Saved entries:
──────────────────────────────

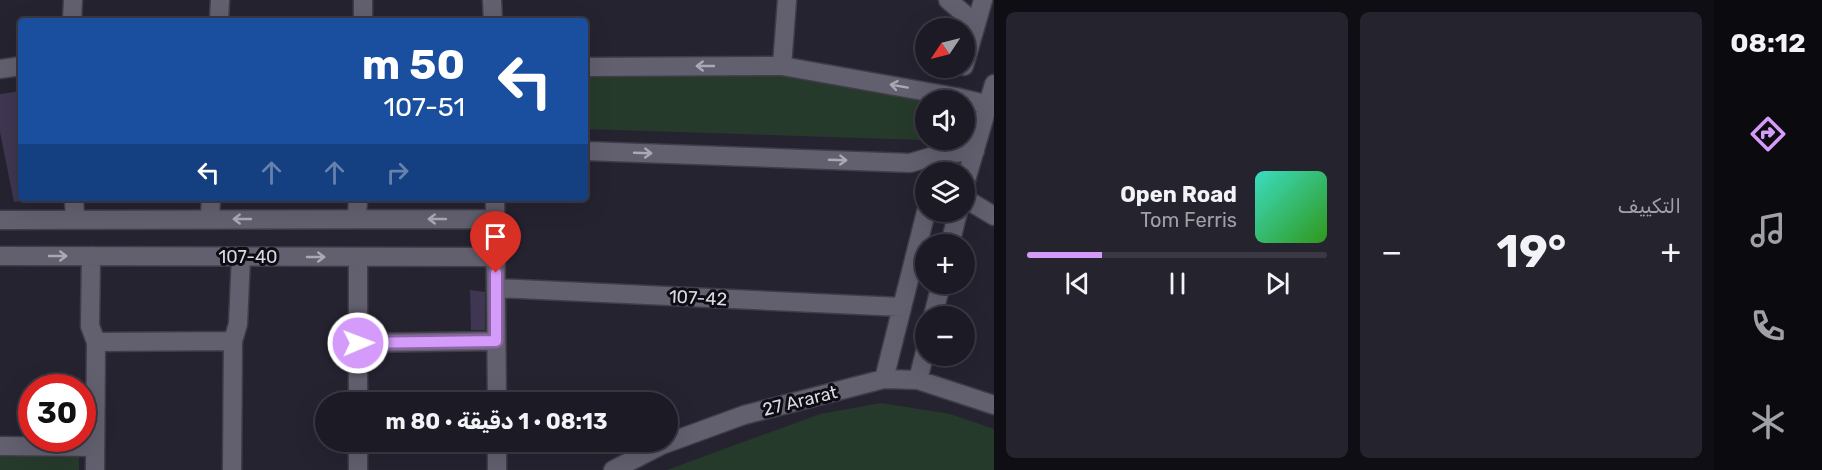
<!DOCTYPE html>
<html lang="ar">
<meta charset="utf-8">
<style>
body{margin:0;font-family:Rubik,"Noto Sans Arabic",sans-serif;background:#25232d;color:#f1f3f6;direction:rtl;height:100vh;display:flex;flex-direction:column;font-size:22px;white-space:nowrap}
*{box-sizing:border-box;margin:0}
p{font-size:20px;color:#a0a1a7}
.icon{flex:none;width:33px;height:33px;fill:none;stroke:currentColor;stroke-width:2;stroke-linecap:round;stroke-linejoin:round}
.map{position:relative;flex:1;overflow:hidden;direction:ltr}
.side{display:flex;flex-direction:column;gap:12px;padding:12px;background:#0f0e14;width:720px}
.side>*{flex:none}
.hud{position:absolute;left:18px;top:18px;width:570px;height:183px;border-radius:6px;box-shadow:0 6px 24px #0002,0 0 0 2px #3a3842;direction:rtl;background:#1a4fa0;color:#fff;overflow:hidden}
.needle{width:39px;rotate:235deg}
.tools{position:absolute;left:915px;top:18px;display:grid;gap:12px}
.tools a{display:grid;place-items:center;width:60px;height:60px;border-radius:50%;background:#1c1a25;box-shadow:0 6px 24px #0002,0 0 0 2px #3a3842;font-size:30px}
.speed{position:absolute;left:18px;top:374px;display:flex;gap:12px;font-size:30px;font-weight:700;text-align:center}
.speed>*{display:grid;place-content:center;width:78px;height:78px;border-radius:50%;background:#1c1a25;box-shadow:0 6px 24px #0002,0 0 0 2px #3a3842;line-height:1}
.speed .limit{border:9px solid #d22;background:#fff;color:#111}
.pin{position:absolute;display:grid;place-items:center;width:51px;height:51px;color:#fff;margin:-62px -26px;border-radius:50% 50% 50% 0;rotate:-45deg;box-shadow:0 0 6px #0007}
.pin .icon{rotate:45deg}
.me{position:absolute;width:66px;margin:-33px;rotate:89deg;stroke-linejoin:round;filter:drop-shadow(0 0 4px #0008)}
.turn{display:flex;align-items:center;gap:21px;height:126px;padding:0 24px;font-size:27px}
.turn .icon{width:78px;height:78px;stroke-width:2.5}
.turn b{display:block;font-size:42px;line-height:51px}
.lanes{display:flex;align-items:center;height:57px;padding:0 24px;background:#0003;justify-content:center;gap:30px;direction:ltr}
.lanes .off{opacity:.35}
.big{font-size:45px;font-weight:700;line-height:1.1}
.side .card{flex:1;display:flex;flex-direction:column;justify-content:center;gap:9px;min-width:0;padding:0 21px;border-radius:9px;background:#25232d}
.song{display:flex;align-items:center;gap:18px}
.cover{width:72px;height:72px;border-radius:9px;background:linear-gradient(135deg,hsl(170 70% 55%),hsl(110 70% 35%))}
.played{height:6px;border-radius:3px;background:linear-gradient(90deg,#d59bfa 25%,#3a3842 25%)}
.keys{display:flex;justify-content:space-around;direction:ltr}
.heat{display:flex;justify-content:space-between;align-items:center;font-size:33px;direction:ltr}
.side .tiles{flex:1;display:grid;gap:12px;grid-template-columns:repeat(2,1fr)}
.trip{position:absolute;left:315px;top:392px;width:363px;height:60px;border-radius:30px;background:#1c1a25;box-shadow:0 6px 24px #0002,0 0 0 2px #3a3842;font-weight:700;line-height:60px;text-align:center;direction:rtl}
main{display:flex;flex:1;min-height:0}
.dock{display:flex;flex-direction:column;width:108px;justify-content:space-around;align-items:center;background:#0b0a0f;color:#a0a1a7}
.dock .icon{width:42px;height:42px}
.dock .on{color:#d59bfa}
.dock b{font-size:27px;color:#f1f3f6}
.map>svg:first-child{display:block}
.green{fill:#263a2b}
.building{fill:#3f3651}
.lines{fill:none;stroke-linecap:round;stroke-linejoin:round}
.minor-casing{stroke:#403d49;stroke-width:21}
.minor{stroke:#625f6f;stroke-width:18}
.oneway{stroke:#aba8b5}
.route-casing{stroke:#8a65a2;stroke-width:15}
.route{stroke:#d59bfa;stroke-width:10}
.labels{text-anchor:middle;stroke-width:6;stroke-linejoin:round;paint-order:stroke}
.street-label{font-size:18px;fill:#dbd9e3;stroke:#0f0d14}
</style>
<main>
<nav class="dock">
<b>08:12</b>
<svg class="icon on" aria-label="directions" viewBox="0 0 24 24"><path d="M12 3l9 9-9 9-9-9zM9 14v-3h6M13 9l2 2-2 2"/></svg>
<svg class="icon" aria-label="music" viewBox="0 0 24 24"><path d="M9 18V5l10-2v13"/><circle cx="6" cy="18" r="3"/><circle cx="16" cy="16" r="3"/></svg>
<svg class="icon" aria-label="phone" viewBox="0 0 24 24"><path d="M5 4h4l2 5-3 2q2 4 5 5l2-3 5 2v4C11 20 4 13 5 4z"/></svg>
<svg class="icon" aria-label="climate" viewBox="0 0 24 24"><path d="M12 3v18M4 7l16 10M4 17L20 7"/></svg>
</nav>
<section class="side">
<div class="tiles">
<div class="card"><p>التكييف</p>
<div class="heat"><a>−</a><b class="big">19°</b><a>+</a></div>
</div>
<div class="card">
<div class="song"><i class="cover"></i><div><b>Open Road</b><p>Tom Ferris</p></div></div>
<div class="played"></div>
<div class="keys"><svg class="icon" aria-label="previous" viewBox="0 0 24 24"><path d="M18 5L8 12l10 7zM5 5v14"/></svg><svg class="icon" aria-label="pause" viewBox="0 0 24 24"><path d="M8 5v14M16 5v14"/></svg><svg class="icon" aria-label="next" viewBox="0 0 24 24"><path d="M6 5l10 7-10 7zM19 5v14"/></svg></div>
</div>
</div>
</section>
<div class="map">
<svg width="994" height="470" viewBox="0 0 994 470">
<rect width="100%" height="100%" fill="#262331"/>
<path class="green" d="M792 73 926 100 925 132 923 140 585 129V77Z
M881 403 950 414 994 429V470H667L820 414Z
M0 456 79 457V470H0Z"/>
<path class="building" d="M21 91V201L14 202 0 132V94Z
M470 290 485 292V330H471Z"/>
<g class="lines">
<defs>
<path id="minor" d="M492 0 493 21
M948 0 976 24
M72 21 73 0
M219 21 220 0
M363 21V0
M782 66 787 0
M964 66 983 0
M585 67 782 66 956 97 994 106
M0 69 21 66
M585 151 910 163 941 154 975 151
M936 172 945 140
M964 187 994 84
M74 198 75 220
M495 198 497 402
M964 198 994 216
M210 219 211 198
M357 219 358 198
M0 220 496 219
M950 244 958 212
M0 256 496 257
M91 256 90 326 96 342 95 470
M358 257V402
M496 288 901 307
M933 316 941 284
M96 342 233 341
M358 343 496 341
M884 379 926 212
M918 380 926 348
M358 441V470
M497 441V470
M0 446 95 447
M232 470 233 341 238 324 241 257
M613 470 662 445 744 415 884 379 918 380 994 405"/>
</defs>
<use href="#minor" class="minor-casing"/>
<use href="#minor" class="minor"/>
</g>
<defs><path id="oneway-shaft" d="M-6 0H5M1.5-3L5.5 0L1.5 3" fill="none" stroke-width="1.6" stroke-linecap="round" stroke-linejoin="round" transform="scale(1.5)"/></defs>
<g class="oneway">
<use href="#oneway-shaft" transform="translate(705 66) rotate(180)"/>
<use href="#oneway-shaft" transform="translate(899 86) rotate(-170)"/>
<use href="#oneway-shaft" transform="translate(643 153) rotate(2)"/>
<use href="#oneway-shaft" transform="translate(838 160) rotate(2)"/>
<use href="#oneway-shaft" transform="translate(242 219) rotate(180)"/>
<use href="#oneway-shaft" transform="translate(437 219) rotate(-180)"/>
<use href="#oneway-shaft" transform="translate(58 256)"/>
<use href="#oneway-shaft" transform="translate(316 257)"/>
</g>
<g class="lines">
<defs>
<path id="route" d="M358 343 496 341V273"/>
</defs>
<use href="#route" class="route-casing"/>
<use href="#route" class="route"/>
</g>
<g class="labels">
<g class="street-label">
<text x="248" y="263">107-40</text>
<text transform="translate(698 298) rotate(3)" y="6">107-42</text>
<text transform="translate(800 401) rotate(-14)" y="6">27 Ararat</text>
</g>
</g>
</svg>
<div class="tools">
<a><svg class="needle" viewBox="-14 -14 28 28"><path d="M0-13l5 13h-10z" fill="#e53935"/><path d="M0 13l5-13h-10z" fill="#a0a1a7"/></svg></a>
<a><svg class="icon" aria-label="sound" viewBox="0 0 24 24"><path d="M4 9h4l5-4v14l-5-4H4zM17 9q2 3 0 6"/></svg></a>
<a><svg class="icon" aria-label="layers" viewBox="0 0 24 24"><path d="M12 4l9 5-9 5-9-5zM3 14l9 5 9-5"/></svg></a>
<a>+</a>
<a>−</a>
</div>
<div class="speed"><div class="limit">30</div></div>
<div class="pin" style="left:496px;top:273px;background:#d93025"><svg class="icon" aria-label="arrive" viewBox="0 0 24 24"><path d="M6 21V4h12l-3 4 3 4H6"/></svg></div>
<svg class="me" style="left:358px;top:343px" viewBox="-20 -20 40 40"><circle r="17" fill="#d59bfa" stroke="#fff" stroke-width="3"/><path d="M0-11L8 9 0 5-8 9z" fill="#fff"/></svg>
<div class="trip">08:13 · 1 دقيقة · 80 m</div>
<div class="hud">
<div class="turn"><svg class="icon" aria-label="left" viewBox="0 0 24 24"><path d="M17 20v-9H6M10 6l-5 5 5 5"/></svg><div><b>50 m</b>107-51</div></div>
<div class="lanes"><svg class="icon" aria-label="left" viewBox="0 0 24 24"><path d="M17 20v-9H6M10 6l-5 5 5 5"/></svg><svg class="icon off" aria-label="ahead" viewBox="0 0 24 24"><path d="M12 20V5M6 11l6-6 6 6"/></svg><svg class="icon off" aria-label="ahead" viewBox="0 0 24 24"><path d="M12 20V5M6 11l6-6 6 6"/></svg><svg class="icon off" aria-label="right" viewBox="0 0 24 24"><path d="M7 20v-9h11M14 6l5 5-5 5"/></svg></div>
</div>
</div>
</main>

──────────────────────────────

### Task description
Give the number of lines in the data above that contain the word "gradient", with no accompanying text.

### Answer space
2